“Let’s try this,” Selena said. “I think the question we all have to answer is, Will we be able to live with ourselves if we do it? And will we be able to live with ourselves if we don’t? What feels better? What feels safer? What feels more right?”
Kira and I nodded carefully, thinking. Selena, ever the lawyer, was the voice of reason. I was glad she was here. I was glad both of them were.
Kira spoke up, finally. “I want to say yes to Isabel,” she said, but her voice was unconvincing. “I really do. He’s a terrible, destructive person, and Isabel wouldn’t ask this of us if she wasn’t sure that this was her only way out. We should have said something when she went missing, and we owe it to her to be here for her now, after we didn’t step up when we had the chance before. But—but it’s murder, you guys. Murder.” She looked at us each for a long moment, making sure we understood.
“I’m scared, too,” I said. “Terrified. But the thing is that I really do want him gone.” Yet again, my own words surprised me.

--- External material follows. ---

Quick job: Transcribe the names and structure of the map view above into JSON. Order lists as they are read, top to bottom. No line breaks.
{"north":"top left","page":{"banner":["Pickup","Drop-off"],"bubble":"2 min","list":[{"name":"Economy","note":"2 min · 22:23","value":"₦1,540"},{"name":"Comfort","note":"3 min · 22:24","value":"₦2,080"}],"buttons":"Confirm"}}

But they felt right leaving my lips. As much as I’d assured myself several times over the past week that I didn’t know Isabel all that well, that her disappearance couldn’t have had anything to do with me, the truth was that I’d learned everything I needed to know about her that day that I’d seen her on a park bench, talking to Naomi. I did know her. I believed her that this was the only way she could be free. I trusted her.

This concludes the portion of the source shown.